In questo contesto, lo studio finanziato da Fondazione Cariplo (bando giovani ricercatori) e coordinato da Marta Fumagalli, professore associato di farmacologia presso il Dipartimento di Scienze Farmacologiche e Biomolecolari dell’Università Statale di Milano, ha avuto l’obiettivo di comprendere l’impatto della neuroinfiammazione, principalmente mediata dalla microglia, sulla risposta dei progenitori oligodendrogliali in un modello murino di ischemia cerebrale.
“È noto, infatti, che le cellule microgliali, da vere sentinelle immunitarie del tessuto cerebrale, avvertono il pericolo e si attivano per rispondere, partecipando da protagoniste alla reazione infiammatoria, definita buona, finalizzata a ripristinare le funzioni cerebrali nell’area del danno – spiega la coordinatrice dello studio – La risposta della microglia è finemente regolata: queste cellule, infatti, non rivestono di per sé un ruolo tossico e infiammatorio, ma diventano pericolose soltanto quando sregolate a causa dell’eccessiva infiammazione o della cronicizzazione della condizione patologica”.
“Utilizzando un approccio di deplezione di microglia e macrofagi, abbiamo osservato – spiega Stefano Raffaele, primo autore dello studio – che queste cellule sono importanti nelle prime fasi dopo ischemia cerebrale per sostenere l’accumulo dei progenitori oligodendrogliali ai bordi del danno, consentendo così la riparazione della mielina danneggiata e salvaguardando l’integrità dei neuroni sopravvissuti. Tuttavia, con il progredire del danno, la microglia si sregola ed acquisisce un fenotipo senescence-like tipico della condizione di invecchiamento fisiologico, che non facilita più, ma addirittura ostacola, un’efficiente rimielinizzazione”.

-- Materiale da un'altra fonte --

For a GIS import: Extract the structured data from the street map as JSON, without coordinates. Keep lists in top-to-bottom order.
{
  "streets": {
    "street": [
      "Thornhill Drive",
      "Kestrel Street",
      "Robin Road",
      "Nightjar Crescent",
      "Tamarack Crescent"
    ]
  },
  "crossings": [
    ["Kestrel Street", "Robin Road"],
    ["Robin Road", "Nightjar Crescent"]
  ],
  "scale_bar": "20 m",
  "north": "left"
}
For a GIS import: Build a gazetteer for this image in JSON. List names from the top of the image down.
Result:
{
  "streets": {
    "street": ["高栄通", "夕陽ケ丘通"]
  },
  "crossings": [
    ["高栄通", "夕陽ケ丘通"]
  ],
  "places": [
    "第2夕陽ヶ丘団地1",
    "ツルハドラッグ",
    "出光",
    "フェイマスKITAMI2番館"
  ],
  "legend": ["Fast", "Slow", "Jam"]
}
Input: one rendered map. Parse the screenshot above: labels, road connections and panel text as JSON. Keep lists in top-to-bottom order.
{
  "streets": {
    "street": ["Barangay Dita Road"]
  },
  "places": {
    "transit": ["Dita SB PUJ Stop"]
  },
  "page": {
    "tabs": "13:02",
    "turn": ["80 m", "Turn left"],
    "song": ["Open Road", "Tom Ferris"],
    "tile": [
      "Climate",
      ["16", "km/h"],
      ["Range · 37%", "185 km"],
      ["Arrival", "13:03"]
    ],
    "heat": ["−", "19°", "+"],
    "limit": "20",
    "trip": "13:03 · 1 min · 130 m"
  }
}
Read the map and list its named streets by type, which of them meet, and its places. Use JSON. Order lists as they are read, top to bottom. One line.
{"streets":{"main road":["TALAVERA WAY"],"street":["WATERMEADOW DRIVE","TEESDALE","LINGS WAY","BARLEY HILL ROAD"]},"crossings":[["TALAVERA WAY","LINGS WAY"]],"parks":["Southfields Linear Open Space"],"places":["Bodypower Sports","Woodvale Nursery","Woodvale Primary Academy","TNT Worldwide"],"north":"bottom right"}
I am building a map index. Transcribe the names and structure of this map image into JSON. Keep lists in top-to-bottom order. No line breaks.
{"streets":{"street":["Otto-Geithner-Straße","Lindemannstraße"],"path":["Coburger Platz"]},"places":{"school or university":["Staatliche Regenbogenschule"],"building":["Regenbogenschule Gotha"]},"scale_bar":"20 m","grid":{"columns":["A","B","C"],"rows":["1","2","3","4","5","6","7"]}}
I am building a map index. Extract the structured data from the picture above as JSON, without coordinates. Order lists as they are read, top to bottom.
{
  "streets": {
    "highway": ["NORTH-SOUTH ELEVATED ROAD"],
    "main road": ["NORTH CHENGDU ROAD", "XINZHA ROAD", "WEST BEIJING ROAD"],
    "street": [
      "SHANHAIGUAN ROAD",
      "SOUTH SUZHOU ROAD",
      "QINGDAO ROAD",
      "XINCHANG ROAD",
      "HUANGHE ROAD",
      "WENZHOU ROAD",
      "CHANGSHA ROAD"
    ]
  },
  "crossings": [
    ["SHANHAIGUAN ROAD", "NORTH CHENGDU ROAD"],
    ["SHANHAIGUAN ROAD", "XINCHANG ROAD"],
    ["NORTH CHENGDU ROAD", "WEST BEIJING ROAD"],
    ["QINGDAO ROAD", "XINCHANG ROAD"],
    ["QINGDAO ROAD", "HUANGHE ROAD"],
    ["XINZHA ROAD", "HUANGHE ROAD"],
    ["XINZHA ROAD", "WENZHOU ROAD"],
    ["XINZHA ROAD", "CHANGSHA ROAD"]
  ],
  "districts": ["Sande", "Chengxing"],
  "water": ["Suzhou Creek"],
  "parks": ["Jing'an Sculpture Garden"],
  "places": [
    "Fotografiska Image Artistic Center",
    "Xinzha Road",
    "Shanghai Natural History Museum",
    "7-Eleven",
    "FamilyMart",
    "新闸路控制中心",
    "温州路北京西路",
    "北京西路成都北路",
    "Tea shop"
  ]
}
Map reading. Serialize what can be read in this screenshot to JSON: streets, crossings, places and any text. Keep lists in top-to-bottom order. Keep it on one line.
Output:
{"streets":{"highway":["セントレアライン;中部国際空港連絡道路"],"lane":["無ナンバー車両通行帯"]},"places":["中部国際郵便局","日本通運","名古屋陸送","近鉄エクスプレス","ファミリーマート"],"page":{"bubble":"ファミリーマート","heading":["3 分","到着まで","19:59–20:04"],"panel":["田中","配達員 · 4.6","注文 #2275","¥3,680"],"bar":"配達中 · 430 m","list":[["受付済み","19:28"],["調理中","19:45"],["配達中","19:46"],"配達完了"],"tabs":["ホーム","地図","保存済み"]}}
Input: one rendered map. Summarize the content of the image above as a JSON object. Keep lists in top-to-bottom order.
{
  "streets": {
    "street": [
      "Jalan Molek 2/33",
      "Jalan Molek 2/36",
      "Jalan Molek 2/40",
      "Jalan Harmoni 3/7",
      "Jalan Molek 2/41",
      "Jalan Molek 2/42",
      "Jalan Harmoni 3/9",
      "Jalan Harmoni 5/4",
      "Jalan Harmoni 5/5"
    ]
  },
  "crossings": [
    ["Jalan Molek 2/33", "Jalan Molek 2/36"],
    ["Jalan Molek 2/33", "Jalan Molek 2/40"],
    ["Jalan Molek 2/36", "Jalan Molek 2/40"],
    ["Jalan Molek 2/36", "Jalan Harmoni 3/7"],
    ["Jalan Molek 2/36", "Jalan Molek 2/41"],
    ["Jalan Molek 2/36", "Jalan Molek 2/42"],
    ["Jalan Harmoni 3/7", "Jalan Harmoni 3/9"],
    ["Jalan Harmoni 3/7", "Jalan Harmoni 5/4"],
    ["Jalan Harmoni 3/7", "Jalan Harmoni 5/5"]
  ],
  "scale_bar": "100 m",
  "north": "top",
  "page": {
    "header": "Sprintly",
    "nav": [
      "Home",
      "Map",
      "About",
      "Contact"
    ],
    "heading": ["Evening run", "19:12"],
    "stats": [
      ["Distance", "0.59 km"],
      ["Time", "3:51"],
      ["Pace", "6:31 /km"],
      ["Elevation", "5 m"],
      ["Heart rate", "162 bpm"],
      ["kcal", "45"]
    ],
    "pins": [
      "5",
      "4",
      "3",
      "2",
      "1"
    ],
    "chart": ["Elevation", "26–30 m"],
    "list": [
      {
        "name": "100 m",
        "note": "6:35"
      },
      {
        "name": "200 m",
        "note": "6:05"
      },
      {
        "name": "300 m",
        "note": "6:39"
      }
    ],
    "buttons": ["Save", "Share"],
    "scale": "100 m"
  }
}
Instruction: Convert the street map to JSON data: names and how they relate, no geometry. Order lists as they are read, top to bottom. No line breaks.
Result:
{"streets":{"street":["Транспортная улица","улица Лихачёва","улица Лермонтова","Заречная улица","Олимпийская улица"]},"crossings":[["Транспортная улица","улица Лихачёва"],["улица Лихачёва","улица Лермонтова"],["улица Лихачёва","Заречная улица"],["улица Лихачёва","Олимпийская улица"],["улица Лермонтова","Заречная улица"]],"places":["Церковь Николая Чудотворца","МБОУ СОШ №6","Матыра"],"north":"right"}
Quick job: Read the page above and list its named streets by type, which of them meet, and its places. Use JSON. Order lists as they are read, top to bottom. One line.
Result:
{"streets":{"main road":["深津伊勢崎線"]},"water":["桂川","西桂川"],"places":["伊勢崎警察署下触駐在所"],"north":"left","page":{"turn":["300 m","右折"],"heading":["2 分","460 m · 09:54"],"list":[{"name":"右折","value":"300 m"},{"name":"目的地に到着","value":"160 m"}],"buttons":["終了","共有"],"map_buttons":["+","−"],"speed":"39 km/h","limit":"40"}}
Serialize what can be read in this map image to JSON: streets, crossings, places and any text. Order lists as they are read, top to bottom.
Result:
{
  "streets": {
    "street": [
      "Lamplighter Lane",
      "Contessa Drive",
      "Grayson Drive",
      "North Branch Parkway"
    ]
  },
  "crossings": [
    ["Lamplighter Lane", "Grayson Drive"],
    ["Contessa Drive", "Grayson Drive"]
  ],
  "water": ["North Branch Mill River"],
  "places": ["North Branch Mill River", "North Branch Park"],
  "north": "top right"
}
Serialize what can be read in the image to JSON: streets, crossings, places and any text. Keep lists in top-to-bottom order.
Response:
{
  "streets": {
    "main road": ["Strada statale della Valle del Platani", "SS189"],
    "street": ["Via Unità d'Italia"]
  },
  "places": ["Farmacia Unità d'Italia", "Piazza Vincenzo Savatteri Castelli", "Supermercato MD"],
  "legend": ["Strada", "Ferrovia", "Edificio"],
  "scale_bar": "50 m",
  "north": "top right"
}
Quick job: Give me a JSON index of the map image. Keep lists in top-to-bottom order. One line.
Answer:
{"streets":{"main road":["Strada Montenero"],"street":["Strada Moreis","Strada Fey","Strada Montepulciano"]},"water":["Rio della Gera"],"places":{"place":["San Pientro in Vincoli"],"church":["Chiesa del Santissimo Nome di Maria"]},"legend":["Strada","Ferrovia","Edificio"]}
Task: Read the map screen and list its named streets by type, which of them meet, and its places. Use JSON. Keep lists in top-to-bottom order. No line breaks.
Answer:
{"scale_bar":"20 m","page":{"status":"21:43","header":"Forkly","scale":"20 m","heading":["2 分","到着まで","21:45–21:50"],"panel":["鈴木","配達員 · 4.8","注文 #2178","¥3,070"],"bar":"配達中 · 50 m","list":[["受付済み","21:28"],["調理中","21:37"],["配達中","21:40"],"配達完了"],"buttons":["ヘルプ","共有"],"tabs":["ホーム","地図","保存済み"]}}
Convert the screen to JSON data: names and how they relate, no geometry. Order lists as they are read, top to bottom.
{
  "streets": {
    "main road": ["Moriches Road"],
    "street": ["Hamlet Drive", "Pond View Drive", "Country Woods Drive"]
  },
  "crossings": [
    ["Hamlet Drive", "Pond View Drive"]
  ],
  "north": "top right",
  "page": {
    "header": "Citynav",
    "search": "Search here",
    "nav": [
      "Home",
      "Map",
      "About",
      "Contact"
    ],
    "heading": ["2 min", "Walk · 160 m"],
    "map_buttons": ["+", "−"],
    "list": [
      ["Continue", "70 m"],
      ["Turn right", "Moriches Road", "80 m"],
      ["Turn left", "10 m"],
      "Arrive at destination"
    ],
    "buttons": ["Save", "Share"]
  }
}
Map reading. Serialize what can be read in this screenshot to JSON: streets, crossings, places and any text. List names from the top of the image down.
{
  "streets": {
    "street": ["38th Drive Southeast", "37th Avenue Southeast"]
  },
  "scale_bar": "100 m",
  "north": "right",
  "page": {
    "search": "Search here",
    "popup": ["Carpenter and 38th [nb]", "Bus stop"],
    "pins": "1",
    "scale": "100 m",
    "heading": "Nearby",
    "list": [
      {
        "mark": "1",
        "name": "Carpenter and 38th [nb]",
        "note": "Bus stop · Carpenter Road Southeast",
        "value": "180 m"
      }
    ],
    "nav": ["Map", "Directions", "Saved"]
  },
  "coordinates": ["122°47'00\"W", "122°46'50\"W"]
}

“Inoltre, i nostri risultati suggeriscono che, per favorire la maturazione dei progenitori oligodendrogliali reclutati nella zona del danno, non sia così importante rimuovere dal tessuto cerebrale la microglia cosiddetta sregolata, quanto piuttosto favorirne la reversione al fenotipo benefico” aggiunge Paolo Gelosa dell’IRCCS Centro Cardiologico Monzino, partner del progetto Cariplo.
“È qui che entrano in gioco le vescicole extracellulari” osserva Claudia Verderio dell’Istituto di Neuroscienze del CNR di Milano, con la quale lo studio è stato condotto in collaborazione. Da qualche anno si è scoperto infatti che lamicroglia è in grado di inviare piccoli pacchetti di messaggi alle cellule circostanti attraverso queste vescicole contenenti molteplici segnali diversi, che possono essere “buoni” o “cattivi” (pro-infiammatori o pro-rigenerativi) a seconda dello stato di attivazione della microglia di origine. I segnali contenuti nelle vescicole potrebbero, pertanto, potenzialmente funzionare da agenti terapeutici migliorando il decorso della malattia.
“L’infusione, in prossimità della lesione ischemica, di vescicole extracellulari raccolte da microglia pro-rigenerativa in vitro – spiega Claudia Verderio – è in grado di ristabilire le funzioni protettive della microglia del microambiente e promuovere un’azione diretta sulla maturazione dei progenitori oligodendrogliali, con particolare riferimento a quelli che esprimono GPR17, recettore scoperto dal gruppo della prof.ssa Maria Pia Abbracchio del dipartimento di Scienze Farmaceutiche dell’Università di Milano sul quale da anni è in corso una collaborazione”.
L’aspetto importante è che questi effetti si traducono in un aumento della rimielinizzazione e del recupero funzionale dopo ischemia cerebrale.
“Questi risultati pongono le basi per lo sviluppo di analoghi sintetici di vescicole extracellulari da utilizzare come agenti terapeutici per terapie rigenerative” conclude Marta Fumagalli.